### Exercise
From the material below, copy every line in which the word "small" occurs.

### Provided records
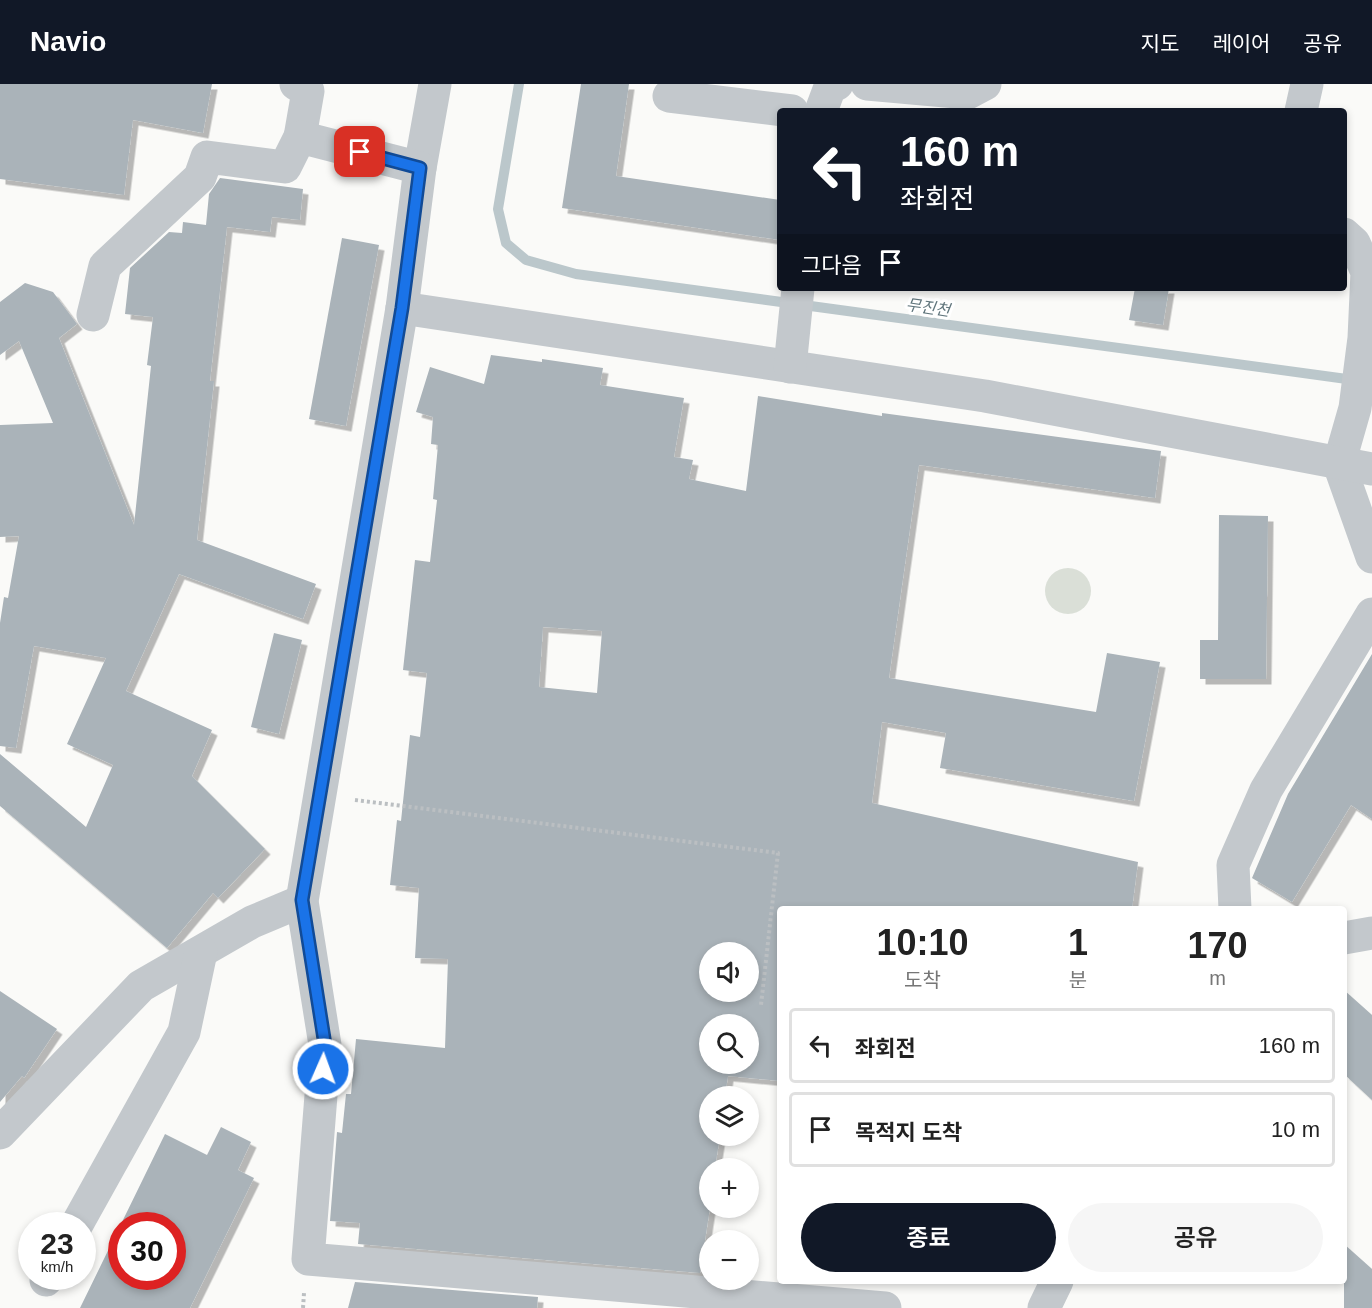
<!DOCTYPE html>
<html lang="ko">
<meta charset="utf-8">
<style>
:root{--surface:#fff;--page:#f6f6f6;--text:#222;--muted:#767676;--line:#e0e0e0;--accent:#111827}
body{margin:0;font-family:Helvetica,"Noto Sans KR",sans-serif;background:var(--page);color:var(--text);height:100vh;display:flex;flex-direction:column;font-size:22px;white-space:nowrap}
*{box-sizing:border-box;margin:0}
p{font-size:20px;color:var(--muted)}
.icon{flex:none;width:33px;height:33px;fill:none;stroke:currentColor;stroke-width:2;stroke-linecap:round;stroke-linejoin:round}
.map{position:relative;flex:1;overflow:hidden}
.drawer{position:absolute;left:777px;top:822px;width:570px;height:378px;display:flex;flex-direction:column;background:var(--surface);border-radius:6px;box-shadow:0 3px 9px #0003}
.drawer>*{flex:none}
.hud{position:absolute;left:777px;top:24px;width:570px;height:183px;border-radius:6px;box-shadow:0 3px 9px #0003;background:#111827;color:#fff;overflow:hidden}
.buttons{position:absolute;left:699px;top:858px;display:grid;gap:12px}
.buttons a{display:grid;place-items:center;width:60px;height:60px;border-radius:50%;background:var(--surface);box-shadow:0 3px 9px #0003;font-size:30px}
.speed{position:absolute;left:18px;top:1128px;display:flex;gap:12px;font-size:30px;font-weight:700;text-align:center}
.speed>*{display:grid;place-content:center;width:78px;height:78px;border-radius:50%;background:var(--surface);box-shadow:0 3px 9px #0003;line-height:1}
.speed small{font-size:15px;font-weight:400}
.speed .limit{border:9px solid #d22;background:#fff;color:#111}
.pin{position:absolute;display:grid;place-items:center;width:51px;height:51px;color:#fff;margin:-26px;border-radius:12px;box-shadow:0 3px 9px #0006}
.me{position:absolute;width:66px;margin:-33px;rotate:2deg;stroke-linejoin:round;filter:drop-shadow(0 0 4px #0008)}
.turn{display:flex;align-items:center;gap:21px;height:126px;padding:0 24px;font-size:27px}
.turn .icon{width:78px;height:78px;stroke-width:2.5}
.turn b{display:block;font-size:42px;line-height:51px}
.then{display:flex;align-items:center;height:57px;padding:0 24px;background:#0003;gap:12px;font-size:22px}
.eta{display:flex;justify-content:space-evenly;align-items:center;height:102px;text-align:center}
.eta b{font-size:36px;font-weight:600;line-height:42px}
.primary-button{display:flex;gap:12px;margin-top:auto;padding:12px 24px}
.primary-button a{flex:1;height:69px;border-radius:36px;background:var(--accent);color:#fff;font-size:24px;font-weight:600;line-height:69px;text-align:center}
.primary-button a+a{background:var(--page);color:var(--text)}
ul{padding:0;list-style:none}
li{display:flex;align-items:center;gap:18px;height:75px;margin:0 12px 9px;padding:0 12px;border:3px solid var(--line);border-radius:6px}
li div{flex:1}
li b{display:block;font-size:22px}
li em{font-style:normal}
header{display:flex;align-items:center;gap:36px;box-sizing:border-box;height:84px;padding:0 30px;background:var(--accent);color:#fff}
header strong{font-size:28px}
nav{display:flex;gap:33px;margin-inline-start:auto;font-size:21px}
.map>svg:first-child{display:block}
.green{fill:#dadfd7}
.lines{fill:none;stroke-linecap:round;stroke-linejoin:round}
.stream{stroke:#bbc7cb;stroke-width:10}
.building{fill:#aab3b9;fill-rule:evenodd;filter:url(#shadow)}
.path{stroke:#bbbfc2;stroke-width:4;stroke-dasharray:3 3;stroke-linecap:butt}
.minor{stroke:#c3c8cc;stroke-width:33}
.route-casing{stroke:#114b97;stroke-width:15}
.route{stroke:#1a73e8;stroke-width:10}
.labels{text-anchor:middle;stroke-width:6;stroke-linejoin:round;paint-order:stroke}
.water-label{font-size:16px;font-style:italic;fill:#60757c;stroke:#fff}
</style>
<header>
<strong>Navio</strong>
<nav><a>지도</a><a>레이어</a><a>공유</a></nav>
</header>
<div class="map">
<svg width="1372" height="1224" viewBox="0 0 1372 1224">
<defs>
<filter id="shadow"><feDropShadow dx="5.5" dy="5.5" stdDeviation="0" flood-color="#0004"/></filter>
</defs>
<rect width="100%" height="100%" fill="#fafaf8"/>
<circle class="green" cx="1068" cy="507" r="23"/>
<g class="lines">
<path class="stream" d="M519 0 498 125 506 159 526 176 576 190 1354 296"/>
</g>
<g class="building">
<path d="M0 0H212L203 49 133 36 124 111 0 95Z"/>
<path d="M581 0H629L616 92 780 116V156L562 124Z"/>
<path d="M220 94 303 105 300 136 272 133 270 148 227 143 210 297H214L197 456 316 500 303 535 179 490 126 607 212 646 192 692 265 765 218 814 213 809 167 864 0 722V670L86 743 113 681 67 660 106 574 34 562 16 664 0 662V539L4 513 8 514 19 452 0 453V341L53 339 19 257 0 271V218L25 199 53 208 77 240 59 254 134 441 151 282 147 281 153 233 125 230 130 184 169 148 182 149 183 138 206 141 209 110Z"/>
<path d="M342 154 379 161 346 342 309 335Z"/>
<path d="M1135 204H1169L1163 241 1129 236Z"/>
<path d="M491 271 542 278V275L603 284 600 301 684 314 674 373 693 376 689 395 746 407 758 312 882 332V329L1161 367 1155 414 919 381 889 594 1096 628 1107 569 1160 578 1134 717 940 684 946 649 882 638 872 719 1138 778 1132 825H780V997L728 992 725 1012H710V1052H720L715 1084H710V1124L700 1189 358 1160 360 1139 330 1137 337 1048 342 1049 346 1010H351L356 955 445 964 448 875 415 874 419 804 390 801 397 736 401 737 410 651 420 653 427 589 403 586 415 476 430 478 437 416 433 415 438 361 431 360 433 333 416 328 430 283 484 300ZM543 543 602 547 597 609 539 603ZM710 868H748V908H710ZM710 940H748V980H710Z"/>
<path d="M1219 431 1268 432 1266 595H1200V556H1218Z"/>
<path d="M274 549 302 556 279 650 251 643Z"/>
<path d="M1372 570V735L1351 721 1292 818 1252 794 1288 710Z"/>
<path d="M1344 906 1372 931V1016L1344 990Z"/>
<path d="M0 907 57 945 24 994 22 992 0 1018Z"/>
<path d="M221 1043 251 1058 238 1086 254 1094 190 1224H80L165 1050 207 1071ZM122 1142H172V1192H122Z"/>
<path d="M1344 1160 1372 1185V1224H1344Z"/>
<path d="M355 1198 538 1213 537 1224H348Z"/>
</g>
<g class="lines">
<g class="path">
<path d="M355 716 778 769 761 921"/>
<path d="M303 1224 304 1209"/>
</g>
<g class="minor">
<path d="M296 0 308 7 300 53"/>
<path d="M435 0 420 84 402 224 302 817 325 961 308 1175 885 1224"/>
<path d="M867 0 968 9 985 0"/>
<path d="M669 12 792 27"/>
<path d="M821 27 830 3 837 0"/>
<path d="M1301 27 1307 0"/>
<path d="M1344 150 1354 159 1367 188 1364 254 1355 324 1339 380 1372 473"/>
<path d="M402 224 985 312 1372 385"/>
<path d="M93 231 105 182 200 93 207 73 285 83 300 53 420 84"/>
<path d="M790 283 798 204"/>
<path d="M1235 825 1233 781 1266 706 1372 530"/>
<path d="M1344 854 1372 849"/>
<path d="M0 1049 141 902 252 838 302 817"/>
<path d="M76 1142 184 948 201 868"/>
<path d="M46 1196 47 1192"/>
<path d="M1044 1224 1057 1197"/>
</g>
</g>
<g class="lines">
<g class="route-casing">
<path id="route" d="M323 985 325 961 302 816 402 224 420 84 360 68"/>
</g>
<use href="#route" class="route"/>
</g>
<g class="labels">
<g class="water-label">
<text transform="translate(928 223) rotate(8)" y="6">무진천</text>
</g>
</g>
</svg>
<div class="buttons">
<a><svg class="icon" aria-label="sound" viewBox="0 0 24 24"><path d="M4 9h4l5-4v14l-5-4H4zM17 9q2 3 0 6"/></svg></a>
<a><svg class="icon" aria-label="search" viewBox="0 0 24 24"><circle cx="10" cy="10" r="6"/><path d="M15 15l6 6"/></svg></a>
<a><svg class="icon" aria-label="layers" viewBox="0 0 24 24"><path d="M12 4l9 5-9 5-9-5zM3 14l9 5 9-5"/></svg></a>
<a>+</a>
<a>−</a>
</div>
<div class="speed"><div>23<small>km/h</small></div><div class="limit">30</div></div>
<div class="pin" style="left:360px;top:68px;background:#d93025"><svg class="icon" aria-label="arrive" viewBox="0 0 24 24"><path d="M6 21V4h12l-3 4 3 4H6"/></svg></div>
<svg class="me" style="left:323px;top:985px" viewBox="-20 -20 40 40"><circle r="17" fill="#1a73e8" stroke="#fff" stroke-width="3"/><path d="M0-11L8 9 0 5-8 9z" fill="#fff"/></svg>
<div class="hud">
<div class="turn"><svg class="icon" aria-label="left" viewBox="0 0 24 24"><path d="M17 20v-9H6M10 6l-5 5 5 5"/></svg><div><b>160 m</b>좌회전</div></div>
<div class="then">그다음<svg class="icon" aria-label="arrive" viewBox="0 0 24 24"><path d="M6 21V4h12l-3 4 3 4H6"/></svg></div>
</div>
<section class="drawer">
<div class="eta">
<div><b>10:10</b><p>도착</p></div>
<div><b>1</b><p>분</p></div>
<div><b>170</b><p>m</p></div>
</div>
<ul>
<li><svg class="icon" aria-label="left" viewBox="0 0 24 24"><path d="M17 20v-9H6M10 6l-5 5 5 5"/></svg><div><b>좌회전</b></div><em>160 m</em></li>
<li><svg class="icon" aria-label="arrive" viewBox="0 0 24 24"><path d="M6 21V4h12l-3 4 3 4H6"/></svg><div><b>목적지 도착</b></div><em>10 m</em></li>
</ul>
<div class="primary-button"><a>종료</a><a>공유</a></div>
</section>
</div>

### Exercise result
.speed small{font-size:15px;font-weight:400}
<div class="speed"><div>23<small>km/h</small></div><div class="limit">30</div></div>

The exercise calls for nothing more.